Yes, we've observed that under free market, "people with radically different
preferences will make better choices more aligned with their preferences and
local knowledge", at least on many occasions. We've also observed countless of
occasions when they'll make a _worse_ choice. Sometimes idiotically worse
choice. We've observed the cases where those choices, aggregated, cause wide-
spread suffering.

So many people were asking a question - why does free market work perfectly in
some cases, but fails so badly in others? That's where the "rationality" and
"full knowledge" things come from. Economists have figured out that these are
necessary conditions for the free market model to work the best. When you make
people behave irrationally, or refuse to give them full knowledge, the free
market model results in suboptimal outcomes.

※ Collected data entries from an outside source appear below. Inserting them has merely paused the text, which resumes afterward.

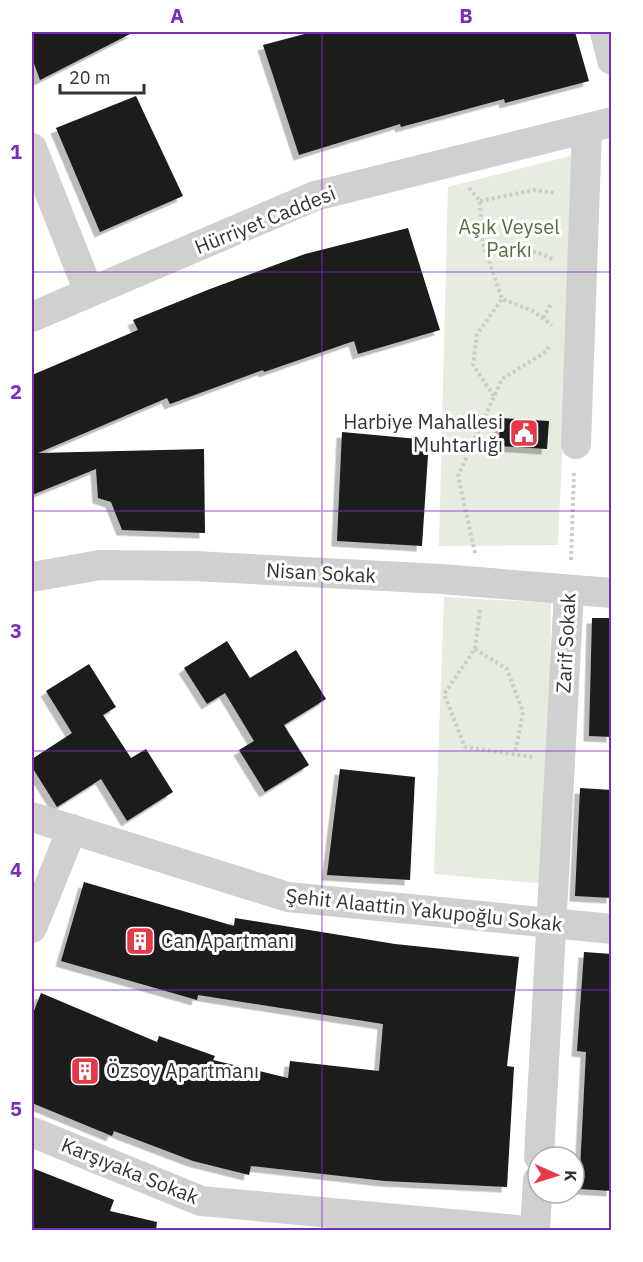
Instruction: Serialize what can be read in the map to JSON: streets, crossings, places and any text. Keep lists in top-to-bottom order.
{
  "streets": {
    "street": [
      "Hürriyet Caddesi",
      "Nisan Sokak",
      "Zarif Sokak",
      "Şehit Alaattin Yakupoğlu Sokak",
      "Karşıyaka Sokak"
    ]
  },
  "crossings": [
    ["Nisan Sokak", "Zarif Sokak"],
    ["Zarif Sokak", "Şehit Alaattin Yakupoğlu Sokak"]
  ],
  "parks": ["Aşık Veysel Parkı"],
  "places": {
    "public building": ["Harbiye Mahallesi Muhtarlığı"],
    "building": ["Can Apartmanı", "Özsoy Apartmanı"]
  },
  "scale_bar": "20 m",
  "north": "right",
  "grid": {
    "columns": ["A", "B"],
    "rows": [
      "1",
      "2",
      "3",
      "4",
      "5"
    ]
  }
}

Free market isn't a silver bullet. It's a process that gives particular
outputs for particular inputs, and we've been mapping the relationship between
its domain and codomain for a while now. We know that the more rational
participants and the more symmetrical information come in, the more ethically
positive transactions come out. This can be seen in both theoretical models
and in practice.

Now when the game industry is "researching increasingly sophisticated ways to
undercut [players'] rationality", what that means is that they're weaponizing
the free market to fuck fellow human beings over.

------
doctorpangloss
It’s a flavorful point of view but it really is about IAP. Only truly mad
people go out and defend virtual slot machines, and that’s definitely the
virus (smallest reproducing harmful life form) of the game industry.

------
LMYahooTFY
I have a lot of (my own, highly speculative and uncertified) thoughts on this,
and if you'll indulge me in some cynacism I'll try to highlight what doesn't
feel quite right.

If you're curious about how this is developing, try Black Desert Online. It's
a really remarkably polished game that is truly unique. It's a PvP action
fighting game encapsulated by an immersive RPG with a load of different ways
to play the game.

It's almost terrifyingly well crafted.

There is a startlingly well designed progression system pivoted around raising
your attack and defense rating to fight against other players in the various
fields of battle. In every one of the sub routines within this intricate
Skinner Box there is an efficiency modifier which can be metered through the
use of USD,

All of these sub routines inevitably connect at the central purpose of pumping
black stones, or as I'll refer to them, probability stones into your gear with
a chance of either raising their rating, lowering their rating, or in certain
cases destroying them completely. Sometimes the undesired outcomes can be
negated through further remittance of USD, for this and certain other mini-
games as well.

There is a tightly controlled exchange of goods through a central system
(which collects a tax unless you pay for a buff every month), with only a
small number of consumable items being transferable between players.

You are utterly economically isolated in the game.

This is not a new phenomenon, but I think it's clearly evolving.

Casinos were built on it, and so are many of these so-called "Korean MMOs".

Pearl Abyss has enjoyed massive success and, to my dismay, has purchased CCP
Games, developer of EVE Online.

[https://www.gamasutra.com/view/feature/131494/behavioral_gam...](https://www.gamasutra.com/view/feature/131494/behavioral_game_design.php)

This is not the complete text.